O Dia Internacional da Liberdade de Imprensa é comemorado no dia 03 de maio.

A data celebra o direito de todos os profissionais da mídia de investigar e publicar informações de forma livre.
Informação é poder, e por isso a tentativa de controlar os meios de comunicação sempre existiu e se chama censura. A Censura é o contrário da Liberdade de Imprensa, e é comum nos regimes ditatoriais não democráticos.

Mas a luta pela liberdade de imprensa é constante, porque mesmo nos regimes democráticos a censura pode aparecer, de variadas maneiras. Historicamente foram cometidos muitos crimes contra a liberdade de imprensa.

Origem do Dia Mundial da Liberdade de Imprensa

O Dia Mundial da Liberdade de Imprensa foi criado pela UNESCO – Organização das Nações Unidas para a Educação, Ciência e Cultura através da Decisão A/DEC/48/432 de 1993. A data foi criada para alertar sobre as impunidades cometidas contra centenas de jornalistas que são torturados ou assassinados como consequência de perseguições por informações apuradas e publicadas por estes profissionais.
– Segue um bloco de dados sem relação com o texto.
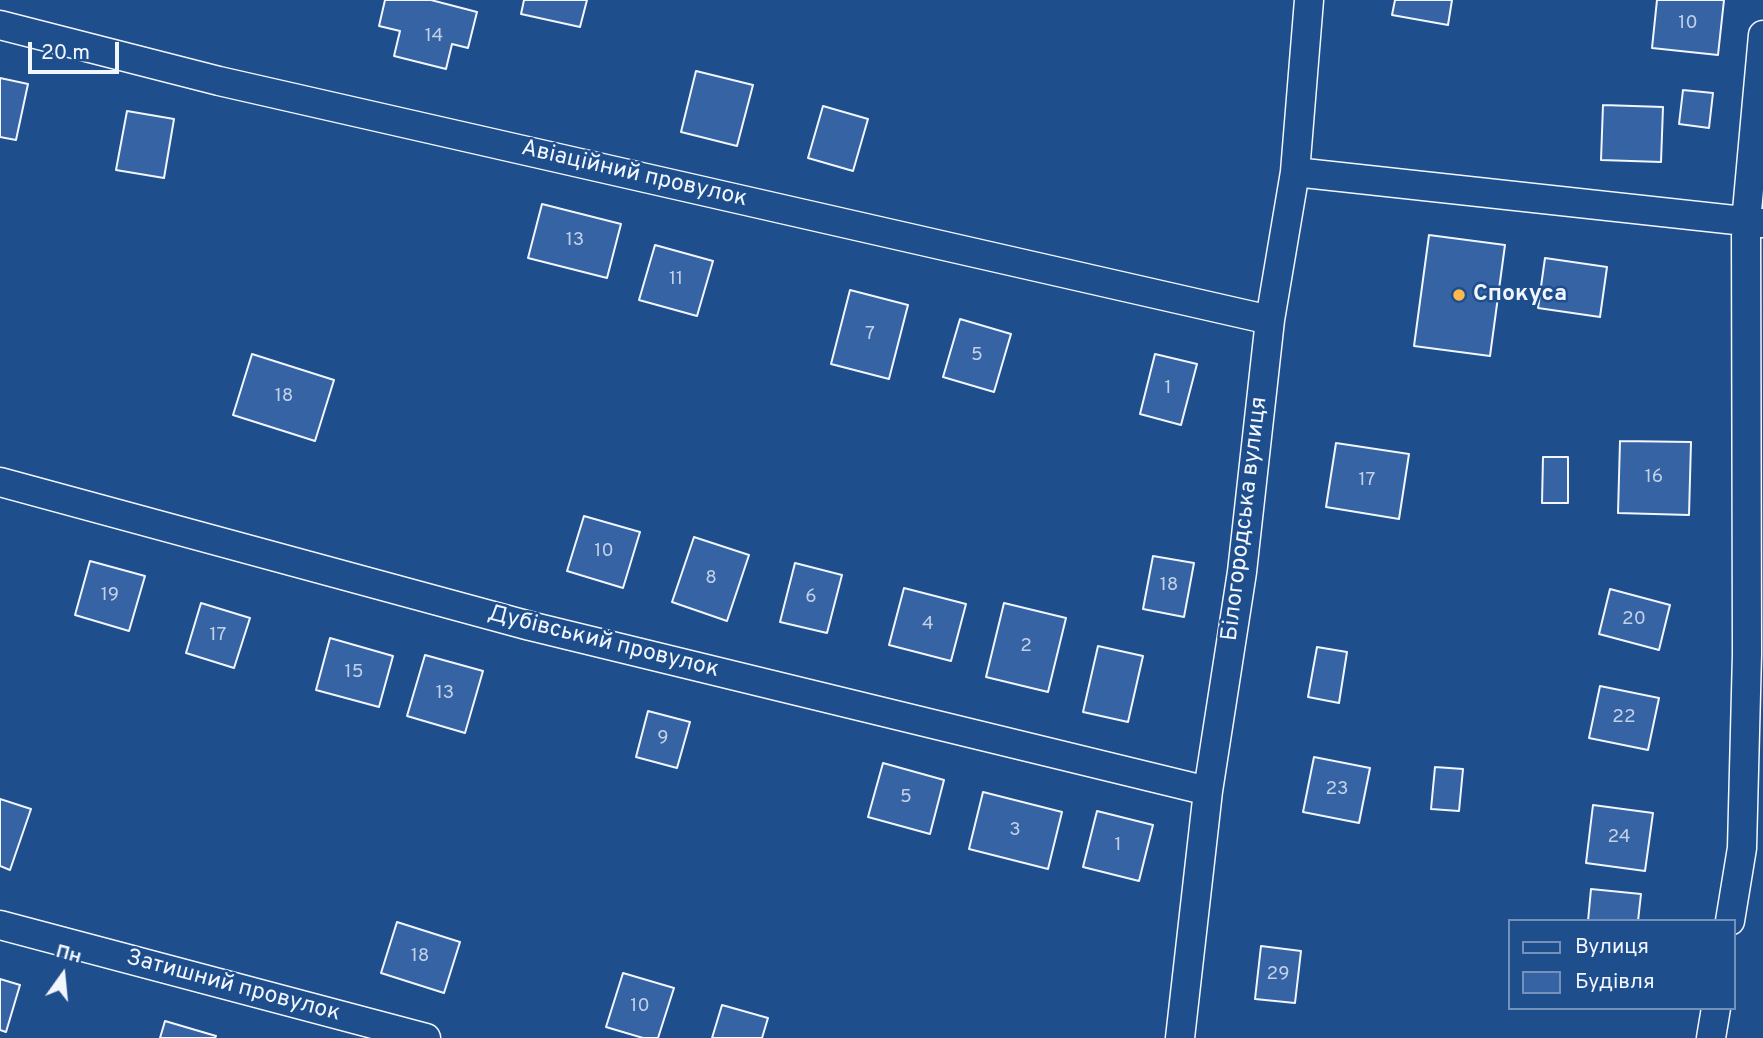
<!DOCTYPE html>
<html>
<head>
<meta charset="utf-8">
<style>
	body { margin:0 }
	#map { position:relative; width:1763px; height:1038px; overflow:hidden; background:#1f4e8c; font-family:Overpass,sans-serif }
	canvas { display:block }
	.legend { position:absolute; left:1508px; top:919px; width:228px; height:91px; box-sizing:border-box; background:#1f4e8c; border:2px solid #7391ba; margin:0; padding:9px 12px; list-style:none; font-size:21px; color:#f2f6ff }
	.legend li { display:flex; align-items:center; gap:14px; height:35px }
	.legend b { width:35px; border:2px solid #7391ba }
	.north { position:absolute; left:28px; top:940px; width:70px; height:70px; -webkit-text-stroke:5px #1f4e8c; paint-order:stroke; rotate:15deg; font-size:19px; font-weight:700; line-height:28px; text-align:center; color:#f2f6ff }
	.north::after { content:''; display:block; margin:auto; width:24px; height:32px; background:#f2f6ff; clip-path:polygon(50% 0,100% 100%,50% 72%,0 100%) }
	.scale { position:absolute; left:28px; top:42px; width:91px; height:32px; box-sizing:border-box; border:4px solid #f2f6ff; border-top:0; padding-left:9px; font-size:21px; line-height:24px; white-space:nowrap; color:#f2f6ff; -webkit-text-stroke:5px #1f4e8c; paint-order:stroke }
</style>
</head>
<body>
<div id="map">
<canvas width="1763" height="1038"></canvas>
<ul class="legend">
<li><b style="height:9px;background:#1f4e8c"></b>Вулиця</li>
<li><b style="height:19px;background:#3563a3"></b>Будівля</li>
</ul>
<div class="north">Пн</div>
<div class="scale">20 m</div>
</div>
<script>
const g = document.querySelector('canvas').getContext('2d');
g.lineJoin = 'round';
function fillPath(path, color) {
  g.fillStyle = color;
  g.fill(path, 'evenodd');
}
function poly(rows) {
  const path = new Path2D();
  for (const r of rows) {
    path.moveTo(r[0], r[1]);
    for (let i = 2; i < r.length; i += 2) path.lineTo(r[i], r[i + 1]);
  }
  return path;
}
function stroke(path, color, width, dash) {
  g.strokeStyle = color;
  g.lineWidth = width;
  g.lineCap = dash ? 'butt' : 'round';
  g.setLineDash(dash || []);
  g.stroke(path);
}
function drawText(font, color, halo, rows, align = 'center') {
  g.font = font + ' Overpass,sans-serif';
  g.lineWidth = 5;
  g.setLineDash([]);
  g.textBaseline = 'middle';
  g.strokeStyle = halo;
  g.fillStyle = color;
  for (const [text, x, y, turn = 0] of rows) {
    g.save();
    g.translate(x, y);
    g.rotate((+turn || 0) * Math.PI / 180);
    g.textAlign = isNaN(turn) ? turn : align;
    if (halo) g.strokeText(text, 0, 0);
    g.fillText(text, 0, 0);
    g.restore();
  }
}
const building = poly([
	[385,0,431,0,477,12,468,48,452,44,446,69,394,56,400,31,379,26,385,0],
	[524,0,587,0,580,27,521,14,524,0],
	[1395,0,1452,0,1448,25,1392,15,1395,0],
	[1657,0,1724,0,1718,55,1652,48,1657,0],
	[696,71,753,85,737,146,681,132,696,71],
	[0,78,28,84,16,140,0,137,0,78],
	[1683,90,1713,93,1709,128,1679,124,1683,90],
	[1603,105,1663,107,1661,162,1601,160,1603,105],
	[823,106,868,119,853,171,808,158,823,106],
	[127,111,174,119,164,178,116,170,127,111],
	[542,204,621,224,607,278,528,258,542,204],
	[1429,235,1505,245,1490,356,1414,346,1429,235],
	[655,245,713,261,697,316,639,300,655,245],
	[1545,258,1607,267,1600,317,1538,308,1545,258],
	[850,290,908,305,889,379,831,364,850,290],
	[960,319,1011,334,994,392,943,377,960,319],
	[252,354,334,380,315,441,233,415,252,354],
	[1155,354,1197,364,1181,425,1140,414,1155,354],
	[1620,441,1691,442,1689,515,1618,513,1620,441],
	[1336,443,1409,454,1399,519,1326,507,1336,443],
	[1543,457,1568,457,1568,503,1542,503,1543,457],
	[584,516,640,532,623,588,567,571,584,516],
	[694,537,749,555,727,621,672,602,694,537],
	[1153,556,1194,563,1184,617,1143,609,1153,556],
	[90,561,145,576,129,631,75,615,90,561],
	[795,563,842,575,827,633,780,622,795,563],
	[904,588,966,604,951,661,889,645,904,588],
	[1610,589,1670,605,1659,650,1599,634,1610,589],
	[201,603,250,618,234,668,186,653,201,603],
	[1004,603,1066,618,1048,692,986,677,1004,603],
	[330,638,393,656,379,707,316,690,330,638],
	[1098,646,1143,656,1128,722,1083,712,1098,646],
	[1317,647,1347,652,1339,703,1308,697,1317,647],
	[425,655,483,671,465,733,407,716,425,655],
	[1600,686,1659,698,1648,750,1589,738,1600,686],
	[648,711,690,722,677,768,636,757,648,711],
	[1314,757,1370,768,1359,823,1303,812,1314,757],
	[883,763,944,780,930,834,868,817,883,763],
	[1435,767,1463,769,1459,811,1431,809,1435,767],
	[983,792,1062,812,1048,869,969,849,983,792],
	[0,799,31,809,10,870,0,866,0,799],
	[1593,805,1653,813,1645,871,1586,863,1593,805],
	[1097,811,1153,825,1139,881,1083,867,1097,811],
	[1591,889,1641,894,1638,921,1588,921,1591,889],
	[397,922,460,942,444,993,381,973,397,922],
	[1261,946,1301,951,1295,1003,1255,999,1261,946],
	[623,973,674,988,658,1038,643,1038,606,1027,623,973],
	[0,979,20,985,6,1032,0,1030,0,979],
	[722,1005,768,1018,762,1038,712,1038,722,1005],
	[165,1021,216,1036,215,1038,160,1038,165,1021]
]);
fillPath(building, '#3563a3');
stroke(building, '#f2f6ff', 2);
const street = poly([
	[0,25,219,81,1270,320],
	[1295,172,1763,223],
	[0,482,530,626,1208,791],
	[1730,921,1742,848,1747,654,1746,222,1763,35],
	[0,925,426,1038],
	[1180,1038,1208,791,1242,572,1270,320,1295,172,1309,0],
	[1711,1038,1716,1008]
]);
stroke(street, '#f2f6ff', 31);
stroke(street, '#1f4e8c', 28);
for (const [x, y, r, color] of [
	[1459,295,7,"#ffb74d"]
]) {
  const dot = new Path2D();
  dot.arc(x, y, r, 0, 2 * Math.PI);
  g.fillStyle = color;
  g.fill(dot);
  stroke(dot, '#1f4e8c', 2.5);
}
drawText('19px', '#c3d1e8', null, [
	["10",1688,24],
	["14",434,37],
	["13",575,241],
	["11",676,280],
	["7",870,335],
	["5",977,356],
	["1",1168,389],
	["18",284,397],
	["16",1654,478],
	["17",1367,481],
	["10",604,552],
	["8",711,579],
	["18",1169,586],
	["19",110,596],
	["6",811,598],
	["20",1634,620],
	["4",928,625],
	["17",218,636],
	["2",1026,647],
	["15",354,673],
	["13",445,694],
	["22",1624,718],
	["9",663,739],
	["23",1337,790],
	["5",906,798],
	["3",1015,831],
	["24",1619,838],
	["1",1118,846],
	["18",420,957],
	["29",1278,975],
	["10",640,1007]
]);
drawText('23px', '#f2f6ff', '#1f4e8c', [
	["Авіаційний провулок",634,175,13],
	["Білогородська вулиця",1246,519,-83],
	["Дубівський провулок",603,643,14],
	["Затишний провулок",233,987,15]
]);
drawText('bold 23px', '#f2f6ff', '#1f4e8c', [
	["Спокуса",1473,295]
], 'left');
</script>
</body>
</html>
MENSAGEM DO EX-SECRETÁRIO-GERAL DA ONU KOFI ANNAN, POR OCASIÃO DO DIA MUNDIAL DA LIBERDADE DE IMPRENSA

Vivemos num mundo saturado de informação. Com a proliferação das chamadas “novas mídia”, das novas tecnologias e dos novos modos de difusão, a informação tornou-se muito mais acessível. Ao mesmo tempo, tem-se também diversificado. A informação veiculada pelos principais meios de comunicação social é agora complementada pela difundida pela “mídia participativa”, tais como os blogues.
Mas, apesar da evolução da imprensa e do jornalismo, certos princípios fundamentais conservam toda a sua importância. Neste Dia Mundial da Liberdade de Imprensa, manifesto, novamente, o meu profundo apoio ao direito universal à liberdade de expressão. Vários membros da imprensa têm sido assassinados, mutilados, detidos ou mesmo tomados como reféns pelo fato de exercerem, em consciência, esse direito. 
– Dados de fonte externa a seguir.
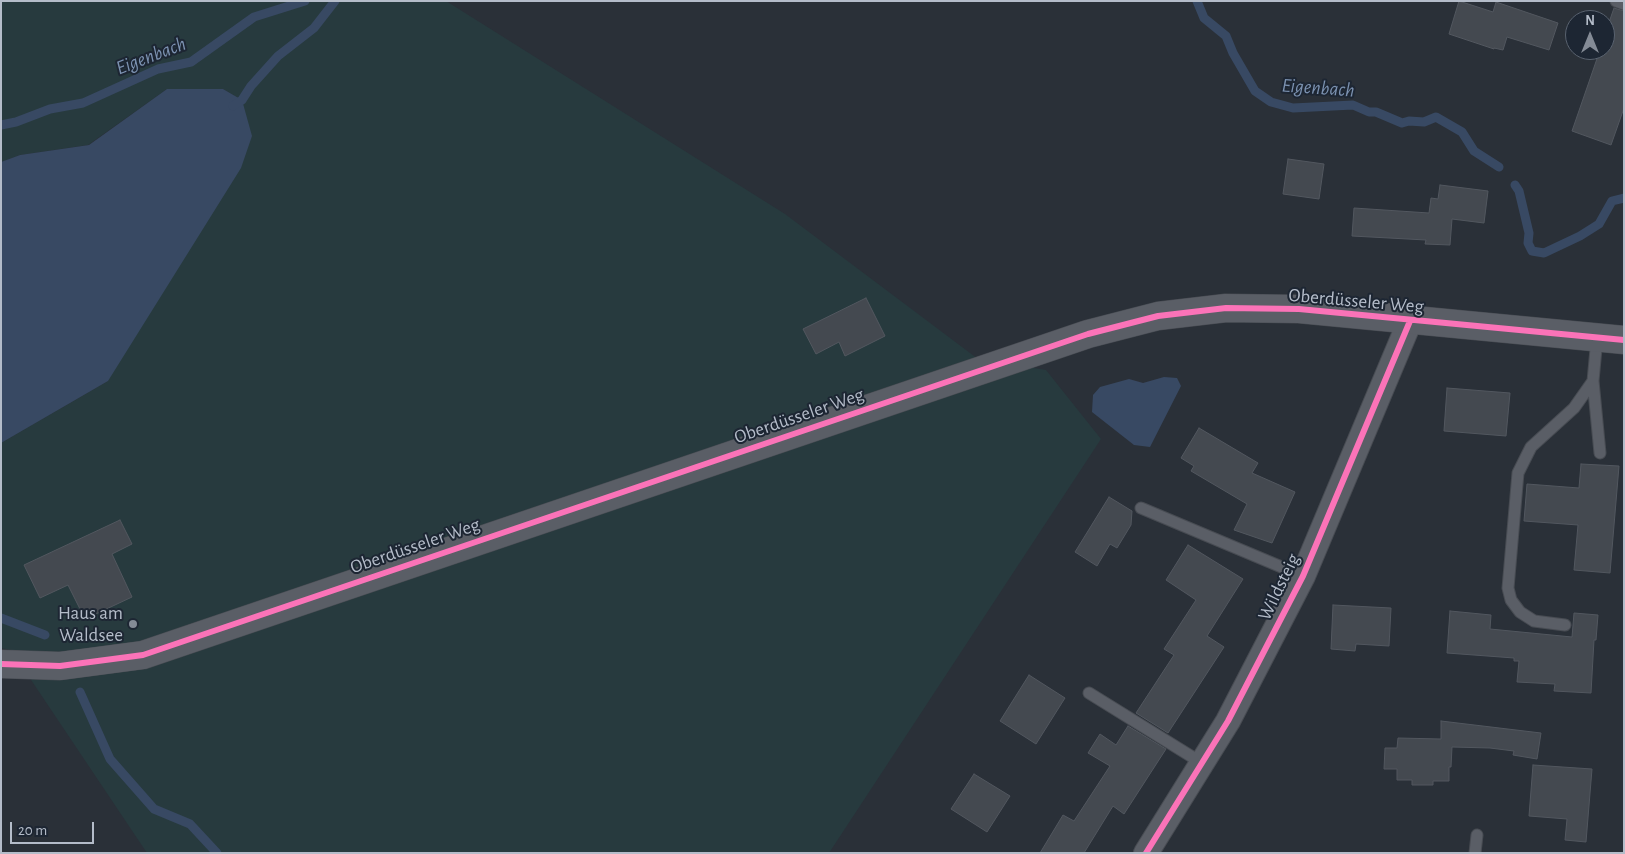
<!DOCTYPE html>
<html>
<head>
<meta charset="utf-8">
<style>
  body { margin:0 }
  #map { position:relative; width:1625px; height:854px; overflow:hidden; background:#2a3038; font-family:"Alegreya Sans",sans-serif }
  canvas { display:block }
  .frame { position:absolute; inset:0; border:2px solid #b4bcc9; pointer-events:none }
  .north { position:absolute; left:1565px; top:10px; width:50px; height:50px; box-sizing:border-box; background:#1d2633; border:1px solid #59626f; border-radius:50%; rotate:0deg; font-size:14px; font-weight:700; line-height:20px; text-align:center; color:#b4bcc9 }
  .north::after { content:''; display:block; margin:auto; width:18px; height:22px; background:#848b96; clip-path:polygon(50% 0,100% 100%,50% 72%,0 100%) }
  .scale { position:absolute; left:10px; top:822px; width:84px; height:22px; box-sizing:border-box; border:2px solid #b4bcc9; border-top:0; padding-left:6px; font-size:15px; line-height:18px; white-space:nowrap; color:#b4bcc9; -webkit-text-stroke:4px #1d2633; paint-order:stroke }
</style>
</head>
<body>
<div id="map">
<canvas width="1625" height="854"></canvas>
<div class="frame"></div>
<div class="north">N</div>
<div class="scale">20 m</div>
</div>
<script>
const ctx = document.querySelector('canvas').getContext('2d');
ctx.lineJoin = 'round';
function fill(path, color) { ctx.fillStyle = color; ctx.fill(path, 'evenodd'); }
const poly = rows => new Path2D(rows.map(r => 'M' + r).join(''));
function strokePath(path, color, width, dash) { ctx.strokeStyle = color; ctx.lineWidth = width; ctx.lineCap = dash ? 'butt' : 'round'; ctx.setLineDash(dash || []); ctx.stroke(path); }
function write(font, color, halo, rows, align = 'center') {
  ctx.font = font + ' "Alegreya Sans",sans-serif'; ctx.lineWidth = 4; ctx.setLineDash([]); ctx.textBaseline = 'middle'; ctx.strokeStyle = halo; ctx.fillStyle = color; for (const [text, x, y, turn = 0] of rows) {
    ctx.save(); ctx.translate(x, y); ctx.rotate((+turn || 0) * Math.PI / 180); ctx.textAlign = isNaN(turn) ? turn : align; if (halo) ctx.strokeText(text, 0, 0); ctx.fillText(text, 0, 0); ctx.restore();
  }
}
const green = poly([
  [1,1,446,1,785,214,978,359,1046,370,1101,439,829,853,147,853,11,650,1,648,1,443,108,381,242,100,223,89,167,89,88,145,20,155,1,162]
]);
const water = poly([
  [167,89,223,89,242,100,252,136,241,168,108,381,1,443,1,162,20,155,89,145],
  [1164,377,1177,378,1181,386,1150,447,1134,445,1092,412,1093,395,1100,387,1129,379,1143,383]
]);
const stream = poly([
  [1197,1,1204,18,1226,36,1233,53,1255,91,1271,102,1293,108,1353,105,1369,112,1376,112,1402,123,1409,121,1424,122,1436,117,1462,132,1474,151,1499,167],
  [233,106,242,100,251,86,278,56,314,28,335,1],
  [1,125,16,122,50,109,83,103,158,69,191,62,254,17,305,1],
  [1515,185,1519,191,1529,233,1528,243,1532,251,1544,253,1580,236,1599,224,1612,201,1624,198],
  [1,618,45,635],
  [80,692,110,759,154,809,190,824,217,853]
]);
const building = poly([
  [1459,1,1493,12,1496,2,1558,23,1549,50,1507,37,1503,50,1494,48,1494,49,1449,34,1459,1],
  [1614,8,1624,11,1624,108,1611,145,1572,131,1600,50,1605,50,1605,34,1614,8],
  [1288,159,1324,164,1319,199,1283,194,1288,159],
  [1440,185,1488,191,1484,223,1452,219,1450,245,1425,244,1426,240,1352,236,1354,208,1429,213,1431,198,1438,199,1440,185],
  [866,298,885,336,845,356,839,342,816,354,803,329,866,298],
  [1447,388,1510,393,1506,436,1444,431,1447,388],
  [1199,428,1258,463,1252,473,1295,492,1272,543,1234,530,1247,504,1191,471,1194,466,1181,458,1199,428],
  [1581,464,1619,466,1610,573,1574,570,1578,525,1524,521,1527,484,1579,488,1581,464],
  [1109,497,1132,511,1131,525,1117,548,1110,544,1097,566,1075,552,1109,497],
  [120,520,132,544,112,554,132,597,85,619,68,585,40,598,24,565,120,520],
  [1188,545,1243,579,1207,636,1224,647,1168,733,1136,713,1174,655,1164,649,1196,600,1166,580,1188,545],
  [1333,605,1391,608,1389,646,1356,644,1355,651,1331,649,1333,605],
  [1450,611,1491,615,1490,629,1572,637,1574,613,1598,615,1596,640,1594,640,1591,693,1554,691,1555,684,1517,682,1519,661,1514,661,1514,658,1447,653,1450,611],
  [1029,675,1065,698,1036,744,1000,721,1029,675],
  [1441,721,1541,733,1537,759,1513,755,1514,751,1490,748,1452,747,1451,767,1449,767,1449,781,1433,781,1433,785,1412,785,1412,780,1397,780,1397,769,1384,769,1385,748,1397,748,1398,738,1441,739,1441,721],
  [1128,726,1166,749,1124,814,1113,806,1084,853,1040,853,1063,815,1074,821,1110,766,1088,753,1100,734,1116,745,1128,726],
  [1533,765,1592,769,1586,842,1565,840,1567,819,1529,816,1533,765],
  [974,774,1010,796,987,832,951,809,974,774]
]);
const service = poly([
  [1616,1,1624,4],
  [1597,338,1593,381,1600,453],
  [1141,508,1303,576],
  [1565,625,1534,621,1520,612,1511,600,1508,588,1518,473,1531,447,1574,408,1593,381],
  [1089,693,1202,763],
  [1475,853,1477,835]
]);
const minor = poly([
  [1146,853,1228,721,1303,576,1410,321]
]);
const tertiary = poly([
  [1,664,60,666,143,655,1088,334,1158,316,1226,308,1299,309,1624,340]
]);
const cycleway = poly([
  [1,664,60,666,143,655,1088,334,1158,316,1226,308,1299,309,1624,340],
  [1146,853,1228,721,1303,576,1410,321]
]);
const markers = [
  [133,624,5,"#848b96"]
];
const streetNames = [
  ["Oberdüsseler Weg",1356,301,5],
  ["Oberdüsseler Weg",799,416,-19],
  ["Oberdüsseler Weg",415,546,-19],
  ["Wildsteig",1279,587,-64]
];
const poiNames = [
  ["Haus am",123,613],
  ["Waldsee",123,635]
];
const waterNames = [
  ["Eigenbach",151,56,-21],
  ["Eigenbach",1318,88,4]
];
fill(green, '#273a3e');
fill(water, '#384963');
strokePath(stream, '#384963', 9);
fill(building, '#444950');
strokePath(building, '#52575f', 1);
strokePath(service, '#484c53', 13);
strokePath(minor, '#484c53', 26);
strokePath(tertiary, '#484c53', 29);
strokePath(service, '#5a5e66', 11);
strokePath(minor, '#5a5e66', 24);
strokePath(tertiary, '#5a5e66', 28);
strokePath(cycleway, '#fb73b8', 6);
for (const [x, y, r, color] of markers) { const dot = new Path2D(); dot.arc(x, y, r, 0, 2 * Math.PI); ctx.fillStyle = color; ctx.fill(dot); strokePath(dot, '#1d2633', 2); }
write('19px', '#b4bcc9', '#1d2633', streetNames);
write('19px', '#b4bcc9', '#1d2633', poiNames, 'right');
write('italic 20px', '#7c92b1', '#1d2633', waterNames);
</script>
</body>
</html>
Segundo o Comitê para a Proteção dos Jornalistas, 47 jornalistas foram assassinados, em 2005, e 11 já perderam a vida, neste ano. É trágico e inaceitável que o número de jornalistas mortos no cumprimento do seu dever se tenha tornado o barômetro da liberdade de imprensa. Apelo a todos os governantes para que reafirmem o seu compromisso em relação ao direito de “procurar obter, receber e difundir, sem limitações de fronteiras, informações e ideias através de qualquer meio de expressão”, consagrado no artigo 19 da Declaração Universal dos Direitos Humanos.
Ao mesmo tempo, peço a cada um que exerça o seu direito de maneira responsável e, se possível, sem esperar ser pressionado pelos acontecimentos. A mídia exerce uma grande influência no comportamento humano. Por esta razão, como afirmou, recentemente, a Assembleia Geral, na resolução que cria o Conselho de Direitos Humanos, a mídia “tem um papel importante a desempenhar na promoção da tolerância, do respeito e da liberdade de religião ou de crença”. A mídia não deve ser utilizada para incentivar, degradar ou propagar o ódio. Deve ser possível dar provas de discrição, sem prejudicar as liberdades fundamentais.

Neste Dia Mundial da Liberdade de Imprensa, devemos nos conscientizar de que a mídia não pode se limitar a informar sobre as mudanças ocorridas, mas deve ser também, ela própria, um agente de mudança. Todos deveríamos ser gratos à imprensa pelo seu trabalho e pela sua imaginação. Espero que a mídia, quer as novas quer a tradicional, possa continuar a realizar o seu trabalho, livre de ameaças, medos e de qualquer outra limitação.